Nationally, 658 occurrences were confirmed out of 3,456 reports of sexual violence in state and federal prisons. Researchers split the allegations into four categories ranging from sexual harassment to sexual assault.
Arkansas Department of Correction spokesman Dina Tyler said educating inmates and separating sexual predators from the general population have been the key to the state's low numbers. "It's a hot topic right now," Tyler said of sexual violence in prisons. "But long before [new federal laws on prison sexual assaults] existed, we were working on this."
In June, correction officials said 34 sexual assault cases had been referred to the Arkansas State Police for investigation over the past five years and only three had sufficient evidence to be prosecuted.
The Prison Rape Elimination Act, passed unanimously by Congress in 2003, called for the Bureau of Justice Statistics study, the first of its kind. Aside from prisons, the report examined jails and youth de- tention centers.
Correctional authorities in prisons, jails and youth detention centers across the nation reported an estimated 8,210 allegations, with 2,090 being confirmed. That averages out to 3.2 allegations and less than one confirmation per 1,000 inmates among the nation's approximately 2.1 million prisoners.

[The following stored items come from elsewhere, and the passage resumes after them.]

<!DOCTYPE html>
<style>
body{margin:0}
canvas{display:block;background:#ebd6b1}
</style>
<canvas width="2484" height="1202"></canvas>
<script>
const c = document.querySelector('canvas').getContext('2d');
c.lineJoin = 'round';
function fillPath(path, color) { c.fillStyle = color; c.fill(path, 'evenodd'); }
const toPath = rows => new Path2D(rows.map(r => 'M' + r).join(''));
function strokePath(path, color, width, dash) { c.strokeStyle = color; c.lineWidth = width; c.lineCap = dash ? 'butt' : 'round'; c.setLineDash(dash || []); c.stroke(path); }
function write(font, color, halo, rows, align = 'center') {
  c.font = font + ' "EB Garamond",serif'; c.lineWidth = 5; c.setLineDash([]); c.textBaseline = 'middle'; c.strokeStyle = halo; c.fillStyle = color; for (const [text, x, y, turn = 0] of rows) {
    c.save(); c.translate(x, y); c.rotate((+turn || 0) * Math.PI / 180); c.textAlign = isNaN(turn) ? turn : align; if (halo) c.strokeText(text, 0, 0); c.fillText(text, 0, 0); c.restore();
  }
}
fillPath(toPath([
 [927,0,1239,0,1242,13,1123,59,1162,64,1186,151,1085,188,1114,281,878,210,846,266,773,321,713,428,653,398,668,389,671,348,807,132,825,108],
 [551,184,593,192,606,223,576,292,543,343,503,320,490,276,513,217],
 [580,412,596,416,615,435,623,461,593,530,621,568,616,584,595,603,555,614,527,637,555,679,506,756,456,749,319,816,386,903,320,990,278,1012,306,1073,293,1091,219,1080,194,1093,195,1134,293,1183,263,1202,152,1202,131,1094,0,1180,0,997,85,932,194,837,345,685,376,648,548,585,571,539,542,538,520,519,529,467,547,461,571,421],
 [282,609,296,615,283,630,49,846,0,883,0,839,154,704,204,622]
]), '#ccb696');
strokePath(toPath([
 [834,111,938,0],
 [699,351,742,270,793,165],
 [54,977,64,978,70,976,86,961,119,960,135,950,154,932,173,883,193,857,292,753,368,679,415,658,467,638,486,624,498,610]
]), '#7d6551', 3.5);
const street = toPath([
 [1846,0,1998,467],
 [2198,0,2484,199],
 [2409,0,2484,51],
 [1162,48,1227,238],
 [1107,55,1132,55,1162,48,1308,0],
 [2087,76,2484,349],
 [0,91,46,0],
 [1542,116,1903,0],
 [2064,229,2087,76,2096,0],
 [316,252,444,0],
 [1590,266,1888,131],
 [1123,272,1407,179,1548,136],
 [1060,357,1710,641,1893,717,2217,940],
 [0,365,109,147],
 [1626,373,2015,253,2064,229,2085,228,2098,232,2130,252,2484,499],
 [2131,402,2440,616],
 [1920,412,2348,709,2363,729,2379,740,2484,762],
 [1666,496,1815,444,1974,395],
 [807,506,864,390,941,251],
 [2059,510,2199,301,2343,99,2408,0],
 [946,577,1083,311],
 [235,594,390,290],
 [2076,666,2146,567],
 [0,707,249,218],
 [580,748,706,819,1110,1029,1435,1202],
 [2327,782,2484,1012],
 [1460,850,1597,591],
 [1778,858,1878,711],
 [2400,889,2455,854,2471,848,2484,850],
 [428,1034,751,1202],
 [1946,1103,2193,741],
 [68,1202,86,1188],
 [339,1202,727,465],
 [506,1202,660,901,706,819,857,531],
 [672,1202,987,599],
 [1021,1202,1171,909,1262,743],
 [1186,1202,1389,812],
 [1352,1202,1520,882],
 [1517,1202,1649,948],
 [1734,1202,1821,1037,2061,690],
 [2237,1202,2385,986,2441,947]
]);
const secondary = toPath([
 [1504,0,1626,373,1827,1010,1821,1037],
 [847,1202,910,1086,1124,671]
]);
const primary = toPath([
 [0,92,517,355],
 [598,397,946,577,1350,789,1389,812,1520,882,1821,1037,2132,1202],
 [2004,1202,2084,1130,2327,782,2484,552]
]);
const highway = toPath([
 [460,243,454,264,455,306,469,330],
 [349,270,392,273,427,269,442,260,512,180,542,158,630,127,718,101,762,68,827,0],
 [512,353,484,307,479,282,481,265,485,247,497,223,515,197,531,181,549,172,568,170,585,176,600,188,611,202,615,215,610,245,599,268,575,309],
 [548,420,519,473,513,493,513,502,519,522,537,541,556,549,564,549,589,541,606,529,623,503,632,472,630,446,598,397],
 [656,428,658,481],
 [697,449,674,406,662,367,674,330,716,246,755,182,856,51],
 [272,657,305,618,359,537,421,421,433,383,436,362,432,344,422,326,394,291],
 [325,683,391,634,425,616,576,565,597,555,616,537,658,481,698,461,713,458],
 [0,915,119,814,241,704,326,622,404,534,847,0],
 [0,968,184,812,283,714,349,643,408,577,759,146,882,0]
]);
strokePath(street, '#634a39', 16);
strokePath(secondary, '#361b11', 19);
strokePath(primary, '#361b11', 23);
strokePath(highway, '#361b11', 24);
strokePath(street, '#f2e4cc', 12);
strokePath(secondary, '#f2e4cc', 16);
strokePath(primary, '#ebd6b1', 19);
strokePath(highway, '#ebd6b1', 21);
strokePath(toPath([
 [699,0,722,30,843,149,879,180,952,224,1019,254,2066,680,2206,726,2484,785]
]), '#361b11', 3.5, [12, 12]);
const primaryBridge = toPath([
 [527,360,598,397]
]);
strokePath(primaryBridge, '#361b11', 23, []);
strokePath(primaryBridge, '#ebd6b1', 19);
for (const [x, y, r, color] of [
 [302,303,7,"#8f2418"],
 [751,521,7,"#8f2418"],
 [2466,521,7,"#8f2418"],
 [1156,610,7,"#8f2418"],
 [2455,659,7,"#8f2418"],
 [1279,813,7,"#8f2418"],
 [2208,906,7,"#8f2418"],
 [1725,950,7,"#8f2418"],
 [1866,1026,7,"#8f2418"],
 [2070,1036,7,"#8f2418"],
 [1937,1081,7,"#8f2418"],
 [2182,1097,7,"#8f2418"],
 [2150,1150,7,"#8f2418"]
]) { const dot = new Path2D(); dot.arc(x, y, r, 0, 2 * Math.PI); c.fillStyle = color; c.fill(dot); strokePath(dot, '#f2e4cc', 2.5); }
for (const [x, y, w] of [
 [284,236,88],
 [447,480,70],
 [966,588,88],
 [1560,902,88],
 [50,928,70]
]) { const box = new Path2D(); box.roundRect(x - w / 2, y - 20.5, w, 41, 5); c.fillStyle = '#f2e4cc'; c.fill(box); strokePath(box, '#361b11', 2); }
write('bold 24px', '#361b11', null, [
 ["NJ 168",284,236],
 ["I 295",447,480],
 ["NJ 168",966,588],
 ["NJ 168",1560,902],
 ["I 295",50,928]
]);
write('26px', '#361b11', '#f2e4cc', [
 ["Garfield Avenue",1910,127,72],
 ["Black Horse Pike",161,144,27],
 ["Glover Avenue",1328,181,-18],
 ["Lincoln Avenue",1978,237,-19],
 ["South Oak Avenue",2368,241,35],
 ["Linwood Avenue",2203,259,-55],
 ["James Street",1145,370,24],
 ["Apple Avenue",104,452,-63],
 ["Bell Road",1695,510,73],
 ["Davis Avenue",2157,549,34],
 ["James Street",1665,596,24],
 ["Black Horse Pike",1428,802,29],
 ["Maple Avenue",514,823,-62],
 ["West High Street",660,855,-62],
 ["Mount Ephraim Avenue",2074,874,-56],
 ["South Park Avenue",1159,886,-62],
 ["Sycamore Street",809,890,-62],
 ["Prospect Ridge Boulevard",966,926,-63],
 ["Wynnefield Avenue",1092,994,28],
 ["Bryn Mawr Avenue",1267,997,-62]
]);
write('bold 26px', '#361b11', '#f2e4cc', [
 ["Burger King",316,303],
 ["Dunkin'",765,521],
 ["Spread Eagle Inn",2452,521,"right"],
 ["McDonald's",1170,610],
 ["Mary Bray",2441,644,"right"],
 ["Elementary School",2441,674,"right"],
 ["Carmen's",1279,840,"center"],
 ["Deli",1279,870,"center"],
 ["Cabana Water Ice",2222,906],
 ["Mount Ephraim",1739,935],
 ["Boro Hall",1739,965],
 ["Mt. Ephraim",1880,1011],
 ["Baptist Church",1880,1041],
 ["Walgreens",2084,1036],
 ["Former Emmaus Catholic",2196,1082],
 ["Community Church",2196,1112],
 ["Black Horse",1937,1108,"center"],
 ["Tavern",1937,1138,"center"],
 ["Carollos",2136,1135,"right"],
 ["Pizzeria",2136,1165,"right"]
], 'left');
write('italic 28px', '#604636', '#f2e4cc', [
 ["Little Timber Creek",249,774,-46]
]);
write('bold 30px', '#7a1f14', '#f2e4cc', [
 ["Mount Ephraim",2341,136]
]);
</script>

The study also said occurrences of sexual violence were nearly 10 times higher in youth detention centers than in state prisons.
Allen Beck, one of the report's authors, said the much higher rate in juvenile facilities may be attributable to better reporting methods and more stringent state laws regarding under age sexual relations.
Beck said it would be "unwise" to compare rates of sexual violence in Arkansas correctional facilities to national averages because the number of reported occurrences was so low, making the rates "unstable."
The bureau also cautioned against using the report to rank systems or facilities because higher or lower counts might reflect differences in reporting capacities and procedures rather than differences in sexual violence.
In 2004, only one confirmed case of sexual violence occurred in the state's jails - in Craighead County. Three confirmed occurrences were in the state's youth detention centers.
The Pulaski County jail didn't have any recorded occurrences, and the Alexander Youth Services Center in Saline County reported two occurrences between youths.
Lovisa Stannow, acting executive director for Stop Prisoner Rape, a Los Angelesbased prison advocacy group, said the report "was an important first step, but it doesn't tell the whole story." "It doesn't tell us the true prevalence of prisoner rape. We'll get higher numbers if we talk directly to inmates."
The study was based on formal complaints, which inmates are often reluctant to file because they fear retaliation, feel humiliated or don't think anyone will believe them, she said.
The bureau plans to expand its data collection next year when it sends out questionnaires to inmates, Beck said.
Previously, researchers estimated that as many as 13 percent of inmates had been victims of sexual violence during their incarceration. The report's lower numbers reflect more rigorous research, Beck said. "The past research was very weak," Beck said. "That's what our work is about - to develop methods to more reliably collect data."
The Bureau of Justice Statistics will repeat the study next year.